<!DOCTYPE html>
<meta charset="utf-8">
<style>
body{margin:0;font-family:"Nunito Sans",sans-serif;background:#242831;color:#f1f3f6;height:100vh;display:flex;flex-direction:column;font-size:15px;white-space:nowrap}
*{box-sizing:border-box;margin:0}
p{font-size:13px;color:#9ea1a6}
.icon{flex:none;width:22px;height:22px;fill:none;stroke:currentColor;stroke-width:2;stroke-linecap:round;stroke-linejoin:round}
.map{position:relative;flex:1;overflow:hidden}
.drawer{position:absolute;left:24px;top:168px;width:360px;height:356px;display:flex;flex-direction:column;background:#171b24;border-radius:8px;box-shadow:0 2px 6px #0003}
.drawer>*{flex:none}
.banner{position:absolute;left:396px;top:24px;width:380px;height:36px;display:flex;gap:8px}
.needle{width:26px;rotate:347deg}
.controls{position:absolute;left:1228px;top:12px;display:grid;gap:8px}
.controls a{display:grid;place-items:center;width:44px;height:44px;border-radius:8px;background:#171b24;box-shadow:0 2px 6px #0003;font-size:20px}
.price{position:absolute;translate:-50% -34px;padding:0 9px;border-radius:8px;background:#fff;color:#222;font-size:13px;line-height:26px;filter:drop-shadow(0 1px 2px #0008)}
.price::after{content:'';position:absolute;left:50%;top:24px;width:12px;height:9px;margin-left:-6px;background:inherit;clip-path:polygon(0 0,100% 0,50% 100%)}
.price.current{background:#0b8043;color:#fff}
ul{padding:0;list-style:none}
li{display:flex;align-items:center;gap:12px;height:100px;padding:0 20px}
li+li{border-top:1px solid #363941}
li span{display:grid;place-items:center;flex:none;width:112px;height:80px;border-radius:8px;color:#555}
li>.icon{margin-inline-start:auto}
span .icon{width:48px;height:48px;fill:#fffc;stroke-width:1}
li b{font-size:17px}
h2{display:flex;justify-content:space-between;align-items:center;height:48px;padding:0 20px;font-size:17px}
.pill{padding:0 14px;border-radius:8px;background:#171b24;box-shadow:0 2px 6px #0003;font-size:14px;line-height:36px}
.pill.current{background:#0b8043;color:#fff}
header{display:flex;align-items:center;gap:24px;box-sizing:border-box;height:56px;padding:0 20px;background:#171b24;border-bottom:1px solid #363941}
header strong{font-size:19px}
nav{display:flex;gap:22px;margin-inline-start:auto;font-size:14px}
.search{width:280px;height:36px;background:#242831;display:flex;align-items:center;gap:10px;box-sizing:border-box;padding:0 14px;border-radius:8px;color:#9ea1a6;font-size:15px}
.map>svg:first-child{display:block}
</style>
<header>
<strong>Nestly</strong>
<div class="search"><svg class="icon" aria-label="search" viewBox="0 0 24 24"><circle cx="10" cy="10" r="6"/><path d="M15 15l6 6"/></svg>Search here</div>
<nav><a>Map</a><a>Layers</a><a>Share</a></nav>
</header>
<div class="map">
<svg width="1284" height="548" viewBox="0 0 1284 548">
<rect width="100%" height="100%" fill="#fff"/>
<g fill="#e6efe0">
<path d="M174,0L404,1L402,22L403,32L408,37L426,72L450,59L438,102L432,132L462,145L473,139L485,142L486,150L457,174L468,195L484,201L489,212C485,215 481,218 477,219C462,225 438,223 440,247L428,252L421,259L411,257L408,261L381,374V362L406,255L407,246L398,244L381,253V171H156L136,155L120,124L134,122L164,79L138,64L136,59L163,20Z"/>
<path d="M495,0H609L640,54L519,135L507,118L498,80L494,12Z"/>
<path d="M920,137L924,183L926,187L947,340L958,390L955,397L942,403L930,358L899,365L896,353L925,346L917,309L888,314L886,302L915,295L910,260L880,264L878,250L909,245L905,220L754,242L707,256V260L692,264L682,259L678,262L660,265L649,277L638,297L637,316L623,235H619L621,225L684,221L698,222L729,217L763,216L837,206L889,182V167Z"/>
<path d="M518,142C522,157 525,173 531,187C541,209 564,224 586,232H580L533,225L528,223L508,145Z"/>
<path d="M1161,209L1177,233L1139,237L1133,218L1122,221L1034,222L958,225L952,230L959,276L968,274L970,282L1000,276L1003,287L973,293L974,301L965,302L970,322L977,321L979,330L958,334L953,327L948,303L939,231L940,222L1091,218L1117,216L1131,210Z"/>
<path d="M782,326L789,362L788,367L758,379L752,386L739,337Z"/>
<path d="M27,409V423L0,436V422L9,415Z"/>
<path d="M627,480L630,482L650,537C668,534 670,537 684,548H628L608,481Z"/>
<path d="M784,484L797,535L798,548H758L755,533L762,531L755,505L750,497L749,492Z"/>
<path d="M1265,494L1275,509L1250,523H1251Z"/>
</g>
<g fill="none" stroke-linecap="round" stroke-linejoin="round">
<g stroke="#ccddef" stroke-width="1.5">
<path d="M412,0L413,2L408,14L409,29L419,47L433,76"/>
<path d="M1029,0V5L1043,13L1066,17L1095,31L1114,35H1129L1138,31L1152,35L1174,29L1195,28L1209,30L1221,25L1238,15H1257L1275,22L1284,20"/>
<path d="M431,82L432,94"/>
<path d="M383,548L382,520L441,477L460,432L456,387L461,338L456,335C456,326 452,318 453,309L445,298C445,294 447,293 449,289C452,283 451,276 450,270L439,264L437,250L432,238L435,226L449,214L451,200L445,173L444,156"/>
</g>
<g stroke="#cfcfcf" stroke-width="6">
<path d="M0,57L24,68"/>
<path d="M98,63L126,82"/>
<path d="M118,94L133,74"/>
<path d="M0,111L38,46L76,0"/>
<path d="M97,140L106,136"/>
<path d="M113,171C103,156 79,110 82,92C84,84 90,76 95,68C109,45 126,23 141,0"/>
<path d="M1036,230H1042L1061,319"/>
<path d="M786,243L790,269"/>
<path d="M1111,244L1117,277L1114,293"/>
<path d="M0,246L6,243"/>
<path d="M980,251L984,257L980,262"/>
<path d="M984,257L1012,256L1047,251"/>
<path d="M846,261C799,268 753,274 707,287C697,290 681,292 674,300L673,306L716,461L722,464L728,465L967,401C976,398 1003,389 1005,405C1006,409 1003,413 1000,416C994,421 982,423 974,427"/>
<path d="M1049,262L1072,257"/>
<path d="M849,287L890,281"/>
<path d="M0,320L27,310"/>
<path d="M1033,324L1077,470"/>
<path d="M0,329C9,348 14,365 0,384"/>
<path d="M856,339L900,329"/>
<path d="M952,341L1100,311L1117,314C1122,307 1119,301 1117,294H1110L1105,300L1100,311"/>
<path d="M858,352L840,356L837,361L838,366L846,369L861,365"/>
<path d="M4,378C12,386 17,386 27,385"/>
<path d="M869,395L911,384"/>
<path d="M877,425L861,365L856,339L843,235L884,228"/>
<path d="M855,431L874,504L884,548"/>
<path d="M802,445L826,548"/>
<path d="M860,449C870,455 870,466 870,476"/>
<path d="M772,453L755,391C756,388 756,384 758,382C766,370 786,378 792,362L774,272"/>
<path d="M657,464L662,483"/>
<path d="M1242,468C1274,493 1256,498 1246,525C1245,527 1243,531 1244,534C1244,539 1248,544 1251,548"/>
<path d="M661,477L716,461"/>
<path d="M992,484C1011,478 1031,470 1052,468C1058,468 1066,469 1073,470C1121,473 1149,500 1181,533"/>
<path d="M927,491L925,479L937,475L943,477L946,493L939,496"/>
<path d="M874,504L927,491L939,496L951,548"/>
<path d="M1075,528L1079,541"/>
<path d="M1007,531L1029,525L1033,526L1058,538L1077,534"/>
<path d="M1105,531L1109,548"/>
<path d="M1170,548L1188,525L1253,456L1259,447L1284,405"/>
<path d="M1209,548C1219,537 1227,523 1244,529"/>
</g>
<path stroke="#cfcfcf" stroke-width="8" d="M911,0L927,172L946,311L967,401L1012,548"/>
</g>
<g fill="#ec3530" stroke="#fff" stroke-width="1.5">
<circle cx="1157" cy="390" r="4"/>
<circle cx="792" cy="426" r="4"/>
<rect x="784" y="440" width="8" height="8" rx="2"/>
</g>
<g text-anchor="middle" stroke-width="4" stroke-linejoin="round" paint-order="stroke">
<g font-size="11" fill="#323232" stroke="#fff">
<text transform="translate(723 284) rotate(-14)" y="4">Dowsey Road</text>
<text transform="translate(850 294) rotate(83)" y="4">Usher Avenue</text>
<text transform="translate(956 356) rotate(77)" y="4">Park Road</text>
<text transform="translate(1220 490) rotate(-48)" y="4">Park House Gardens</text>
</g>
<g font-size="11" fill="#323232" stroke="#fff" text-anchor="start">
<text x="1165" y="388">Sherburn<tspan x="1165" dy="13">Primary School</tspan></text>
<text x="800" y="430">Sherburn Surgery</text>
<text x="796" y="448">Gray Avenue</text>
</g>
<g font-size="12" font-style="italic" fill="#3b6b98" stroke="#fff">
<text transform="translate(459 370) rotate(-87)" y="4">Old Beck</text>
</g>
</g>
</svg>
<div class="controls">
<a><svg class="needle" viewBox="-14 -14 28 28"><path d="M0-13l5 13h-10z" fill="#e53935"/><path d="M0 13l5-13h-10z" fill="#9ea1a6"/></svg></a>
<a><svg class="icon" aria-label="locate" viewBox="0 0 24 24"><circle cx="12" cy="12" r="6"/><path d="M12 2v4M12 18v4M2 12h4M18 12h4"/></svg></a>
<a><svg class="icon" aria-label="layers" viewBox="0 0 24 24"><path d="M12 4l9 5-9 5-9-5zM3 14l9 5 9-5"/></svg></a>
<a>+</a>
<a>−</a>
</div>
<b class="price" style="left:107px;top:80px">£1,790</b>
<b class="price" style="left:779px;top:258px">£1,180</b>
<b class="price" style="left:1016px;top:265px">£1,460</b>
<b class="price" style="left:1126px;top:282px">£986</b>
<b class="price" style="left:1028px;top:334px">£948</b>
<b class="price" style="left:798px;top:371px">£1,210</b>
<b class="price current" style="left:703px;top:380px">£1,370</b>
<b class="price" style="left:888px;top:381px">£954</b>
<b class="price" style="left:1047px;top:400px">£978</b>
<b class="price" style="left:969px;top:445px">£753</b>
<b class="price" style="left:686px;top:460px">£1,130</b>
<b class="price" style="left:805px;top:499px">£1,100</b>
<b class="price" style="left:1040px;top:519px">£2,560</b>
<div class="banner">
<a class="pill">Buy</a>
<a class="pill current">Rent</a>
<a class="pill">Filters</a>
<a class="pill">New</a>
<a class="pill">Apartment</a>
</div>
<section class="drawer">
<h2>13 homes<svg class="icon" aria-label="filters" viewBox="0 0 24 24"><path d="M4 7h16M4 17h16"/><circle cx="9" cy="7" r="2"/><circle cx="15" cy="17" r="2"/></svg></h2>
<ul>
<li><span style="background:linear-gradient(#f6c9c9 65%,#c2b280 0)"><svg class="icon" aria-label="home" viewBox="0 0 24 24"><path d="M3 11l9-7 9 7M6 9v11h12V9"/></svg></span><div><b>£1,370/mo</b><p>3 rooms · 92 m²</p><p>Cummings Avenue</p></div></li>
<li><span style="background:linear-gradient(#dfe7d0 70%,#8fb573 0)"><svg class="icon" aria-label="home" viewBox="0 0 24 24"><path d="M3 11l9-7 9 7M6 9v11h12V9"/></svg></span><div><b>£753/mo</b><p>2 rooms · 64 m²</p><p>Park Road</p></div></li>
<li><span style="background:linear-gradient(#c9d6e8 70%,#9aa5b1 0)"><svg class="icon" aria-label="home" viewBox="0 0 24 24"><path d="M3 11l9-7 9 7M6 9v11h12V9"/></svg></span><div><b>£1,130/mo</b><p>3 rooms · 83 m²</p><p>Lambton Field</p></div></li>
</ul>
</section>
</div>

* * *

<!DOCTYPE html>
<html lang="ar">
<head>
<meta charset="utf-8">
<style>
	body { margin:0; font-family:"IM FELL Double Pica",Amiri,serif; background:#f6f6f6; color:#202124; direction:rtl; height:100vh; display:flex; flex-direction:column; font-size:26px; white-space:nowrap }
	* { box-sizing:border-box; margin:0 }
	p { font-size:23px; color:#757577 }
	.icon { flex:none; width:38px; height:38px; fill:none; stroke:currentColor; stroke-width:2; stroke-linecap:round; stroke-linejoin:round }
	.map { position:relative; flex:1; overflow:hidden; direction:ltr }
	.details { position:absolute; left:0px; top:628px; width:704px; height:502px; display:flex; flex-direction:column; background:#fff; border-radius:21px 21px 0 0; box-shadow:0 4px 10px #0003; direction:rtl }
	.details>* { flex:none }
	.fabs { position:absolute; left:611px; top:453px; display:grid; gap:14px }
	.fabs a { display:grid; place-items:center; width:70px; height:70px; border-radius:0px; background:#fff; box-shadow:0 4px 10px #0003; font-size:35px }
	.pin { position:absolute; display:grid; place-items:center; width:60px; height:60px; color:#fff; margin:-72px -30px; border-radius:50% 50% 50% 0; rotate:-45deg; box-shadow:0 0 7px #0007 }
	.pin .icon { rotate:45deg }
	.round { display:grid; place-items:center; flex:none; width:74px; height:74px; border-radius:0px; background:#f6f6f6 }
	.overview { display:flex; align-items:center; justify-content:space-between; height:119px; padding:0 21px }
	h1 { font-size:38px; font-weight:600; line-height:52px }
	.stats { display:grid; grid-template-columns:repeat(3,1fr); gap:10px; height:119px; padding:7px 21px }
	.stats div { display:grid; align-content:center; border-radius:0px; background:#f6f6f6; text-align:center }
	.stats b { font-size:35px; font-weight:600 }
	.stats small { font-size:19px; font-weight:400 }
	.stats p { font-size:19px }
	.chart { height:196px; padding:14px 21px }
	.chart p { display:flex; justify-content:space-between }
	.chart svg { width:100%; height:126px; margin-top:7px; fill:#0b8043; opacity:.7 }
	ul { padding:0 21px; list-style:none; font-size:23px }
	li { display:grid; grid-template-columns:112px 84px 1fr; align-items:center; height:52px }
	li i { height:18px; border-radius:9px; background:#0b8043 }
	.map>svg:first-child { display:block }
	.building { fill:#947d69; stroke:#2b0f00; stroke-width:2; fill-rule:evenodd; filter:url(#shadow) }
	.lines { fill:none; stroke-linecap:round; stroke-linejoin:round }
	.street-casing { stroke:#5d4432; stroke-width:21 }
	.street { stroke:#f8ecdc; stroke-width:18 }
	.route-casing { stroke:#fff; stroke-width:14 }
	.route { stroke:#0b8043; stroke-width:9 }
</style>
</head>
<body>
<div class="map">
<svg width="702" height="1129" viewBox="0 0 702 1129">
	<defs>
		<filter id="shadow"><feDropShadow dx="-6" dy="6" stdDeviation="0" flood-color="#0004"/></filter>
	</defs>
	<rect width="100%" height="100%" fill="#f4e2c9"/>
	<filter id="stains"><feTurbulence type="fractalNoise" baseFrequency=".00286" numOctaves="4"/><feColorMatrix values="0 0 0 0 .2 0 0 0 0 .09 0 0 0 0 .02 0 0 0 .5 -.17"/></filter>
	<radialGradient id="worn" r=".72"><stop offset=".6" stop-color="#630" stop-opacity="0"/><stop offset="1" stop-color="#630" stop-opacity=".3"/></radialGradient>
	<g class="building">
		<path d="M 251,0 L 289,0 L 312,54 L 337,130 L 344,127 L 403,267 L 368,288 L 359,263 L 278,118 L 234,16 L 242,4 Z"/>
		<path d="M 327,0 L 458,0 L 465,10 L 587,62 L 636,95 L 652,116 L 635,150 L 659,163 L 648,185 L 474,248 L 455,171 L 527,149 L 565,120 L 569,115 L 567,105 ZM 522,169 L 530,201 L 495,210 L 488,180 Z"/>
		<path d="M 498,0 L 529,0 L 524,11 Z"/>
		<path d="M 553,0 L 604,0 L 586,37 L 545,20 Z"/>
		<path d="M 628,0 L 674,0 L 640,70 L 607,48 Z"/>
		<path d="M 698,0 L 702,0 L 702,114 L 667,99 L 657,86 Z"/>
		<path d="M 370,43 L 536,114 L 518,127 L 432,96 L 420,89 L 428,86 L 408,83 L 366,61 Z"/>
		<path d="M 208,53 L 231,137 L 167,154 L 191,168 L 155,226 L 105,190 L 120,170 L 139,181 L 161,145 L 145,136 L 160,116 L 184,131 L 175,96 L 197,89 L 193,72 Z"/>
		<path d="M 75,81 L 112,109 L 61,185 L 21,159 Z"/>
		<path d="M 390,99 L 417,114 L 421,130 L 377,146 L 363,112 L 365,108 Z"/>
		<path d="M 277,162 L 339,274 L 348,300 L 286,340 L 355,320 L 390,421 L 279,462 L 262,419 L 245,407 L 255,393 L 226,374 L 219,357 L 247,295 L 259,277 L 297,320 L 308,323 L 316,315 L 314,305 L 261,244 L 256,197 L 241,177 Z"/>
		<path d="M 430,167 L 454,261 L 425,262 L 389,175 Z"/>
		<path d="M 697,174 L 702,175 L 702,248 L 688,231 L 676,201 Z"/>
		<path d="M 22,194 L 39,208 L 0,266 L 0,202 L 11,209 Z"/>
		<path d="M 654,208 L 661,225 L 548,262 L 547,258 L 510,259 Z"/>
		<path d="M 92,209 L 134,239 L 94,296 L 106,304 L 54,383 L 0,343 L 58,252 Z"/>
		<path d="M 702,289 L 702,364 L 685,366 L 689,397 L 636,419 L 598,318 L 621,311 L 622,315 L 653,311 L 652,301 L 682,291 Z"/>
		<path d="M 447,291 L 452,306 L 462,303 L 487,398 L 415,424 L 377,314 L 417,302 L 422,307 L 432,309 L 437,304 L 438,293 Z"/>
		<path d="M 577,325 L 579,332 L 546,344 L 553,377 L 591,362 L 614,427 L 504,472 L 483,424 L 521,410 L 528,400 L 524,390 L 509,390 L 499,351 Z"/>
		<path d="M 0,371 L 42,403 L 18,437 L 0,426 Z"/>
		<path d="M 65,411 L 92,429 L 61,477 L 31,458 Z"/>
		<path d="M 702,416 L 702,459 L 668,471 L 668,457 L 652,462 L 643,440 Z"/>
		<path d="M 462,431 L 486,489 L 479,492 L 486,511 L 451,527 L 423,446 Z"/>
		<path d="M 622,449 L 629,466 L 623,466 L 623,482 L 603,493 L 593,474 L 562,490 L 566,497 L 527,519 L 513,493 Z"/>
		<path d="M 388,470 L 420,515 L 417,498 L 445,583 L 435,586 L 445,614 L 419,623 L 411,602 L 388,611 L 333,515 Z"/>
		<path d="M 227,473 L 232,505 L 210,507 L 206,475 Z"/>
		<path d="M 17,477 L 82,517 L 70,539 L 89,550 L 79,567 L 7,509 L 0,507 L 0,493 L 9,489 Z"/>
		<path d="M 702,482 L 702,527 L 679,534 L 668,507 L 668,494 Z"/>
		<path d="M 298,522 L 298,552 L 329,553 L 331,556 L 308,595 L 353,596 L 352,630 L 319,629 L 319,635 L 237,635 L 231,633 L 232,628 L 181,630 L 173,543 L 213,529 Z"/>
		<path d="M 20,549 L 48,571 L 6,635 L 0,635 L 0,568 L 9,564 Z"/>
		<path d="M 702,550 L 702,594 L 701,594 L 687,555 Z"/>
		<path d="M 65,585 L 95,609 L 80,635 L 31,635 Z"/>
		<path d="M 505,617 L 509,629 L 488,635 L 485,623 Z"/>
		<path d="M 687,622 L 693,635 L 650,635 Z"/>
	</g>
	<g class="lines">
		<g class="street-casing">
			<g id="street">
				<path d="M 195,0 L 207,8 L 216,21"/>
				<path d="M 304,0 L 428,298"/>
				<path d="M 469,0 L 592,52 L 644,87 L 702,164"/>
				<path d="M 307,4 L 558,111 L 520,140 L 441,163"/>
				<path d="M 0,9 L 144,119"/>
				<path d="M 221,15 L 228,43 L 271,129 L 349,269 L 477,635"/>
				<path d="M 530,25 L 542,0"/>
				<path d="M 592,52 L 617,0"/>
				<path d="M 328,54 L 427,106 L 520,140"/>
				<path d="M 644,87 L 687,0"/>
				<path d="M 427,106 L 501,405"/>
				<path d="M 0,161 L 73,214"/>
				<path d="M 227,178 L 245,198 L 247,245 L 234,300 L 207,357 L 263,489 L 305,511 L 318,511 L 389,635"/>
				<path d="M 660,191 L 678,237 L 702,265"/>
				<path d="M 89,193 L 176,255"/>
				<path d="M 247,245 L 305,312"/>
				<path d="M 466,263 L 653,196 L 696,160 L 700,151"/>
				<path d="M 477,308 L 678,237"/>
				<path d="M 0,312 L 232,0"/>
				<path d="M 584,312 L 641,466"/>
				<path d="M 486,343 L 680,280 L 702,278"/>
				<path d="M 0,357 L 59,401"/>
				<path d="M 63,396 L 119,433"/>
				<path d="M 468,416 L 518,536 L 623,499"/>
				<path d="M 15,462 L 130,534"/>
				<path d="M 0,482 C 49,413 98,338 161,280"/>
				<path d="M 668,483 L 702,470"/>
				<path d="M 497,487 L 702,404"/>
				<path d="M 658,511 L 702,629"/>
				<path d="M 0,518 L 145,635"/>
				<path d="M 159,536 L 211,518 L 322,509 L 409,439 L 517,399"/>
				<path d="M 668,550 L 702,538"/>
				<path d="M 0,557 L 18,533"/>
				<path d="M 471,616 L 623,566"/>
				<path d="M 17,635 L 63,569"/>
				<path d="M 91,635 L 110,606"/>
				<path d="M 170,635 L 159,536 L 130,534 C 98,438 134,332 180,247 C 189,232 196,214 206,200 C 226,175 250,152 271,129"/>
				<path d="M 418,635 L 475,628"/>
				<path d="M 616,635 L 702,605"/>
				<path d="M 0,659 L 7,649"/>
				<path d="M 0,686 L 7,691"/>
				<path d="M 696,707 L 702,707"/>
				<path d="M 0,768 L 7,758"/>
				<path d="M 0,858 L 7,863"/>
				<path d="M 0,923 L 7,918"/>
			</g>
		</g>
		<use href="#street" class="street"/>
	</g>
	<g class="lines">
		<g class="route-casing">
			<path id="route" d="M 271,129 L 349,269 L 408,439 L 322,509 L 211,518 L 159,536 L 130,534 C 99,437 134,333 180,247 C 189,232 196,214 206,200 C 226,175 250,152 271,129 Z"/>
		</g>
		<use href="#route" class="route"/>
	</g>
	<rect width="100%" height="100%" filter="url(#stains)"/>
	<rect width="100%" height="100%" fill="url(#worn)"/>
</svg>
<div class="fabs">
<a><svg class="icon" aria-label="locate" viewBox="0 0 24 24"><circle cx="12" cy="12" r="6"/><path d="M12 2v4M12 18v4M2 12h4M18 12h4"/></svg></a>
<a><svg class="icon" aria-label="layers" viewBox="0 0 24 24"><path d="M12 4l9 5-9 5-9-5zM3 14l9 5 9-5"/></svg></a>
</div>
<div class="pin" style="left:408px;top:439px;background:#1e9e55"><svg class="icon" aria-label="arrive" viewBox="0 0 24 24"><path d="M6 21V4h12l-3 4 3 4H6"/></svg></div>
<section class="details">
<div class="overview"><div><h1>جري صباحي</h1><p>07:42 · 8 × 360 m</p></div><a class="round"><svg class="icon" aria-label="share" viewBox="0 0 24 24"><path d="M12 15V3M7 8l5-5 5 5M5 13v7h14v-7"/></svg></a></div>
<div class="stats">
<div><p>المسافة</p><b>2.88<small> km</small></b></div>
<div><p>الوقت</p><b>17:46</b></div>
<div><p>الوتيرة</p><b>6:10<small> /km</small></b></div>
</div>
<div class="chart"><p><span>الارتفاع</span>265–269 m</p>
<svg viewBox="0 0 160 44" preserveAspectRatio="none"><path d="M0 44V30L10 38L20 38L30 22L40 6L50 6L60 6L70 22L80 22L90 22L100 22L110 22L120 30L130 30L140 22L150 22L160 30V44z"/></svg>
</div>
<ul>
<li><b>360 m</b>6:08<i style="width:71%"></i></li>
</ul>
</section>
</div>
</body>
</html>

* * *

> Your instructions: If a line in the records above holds the string "fabs", copy it out.

> Final answer:
	.fabs { position:absolute; left:611px; top:453px; display:grid; gap:14px }
	.fabs a { display:grid; place-items:center; width:70px; height:70px; border-radius:0px; background:#fff; box-shadow:0 4px 10px #0003; font-size:35px }
<div class="fabs">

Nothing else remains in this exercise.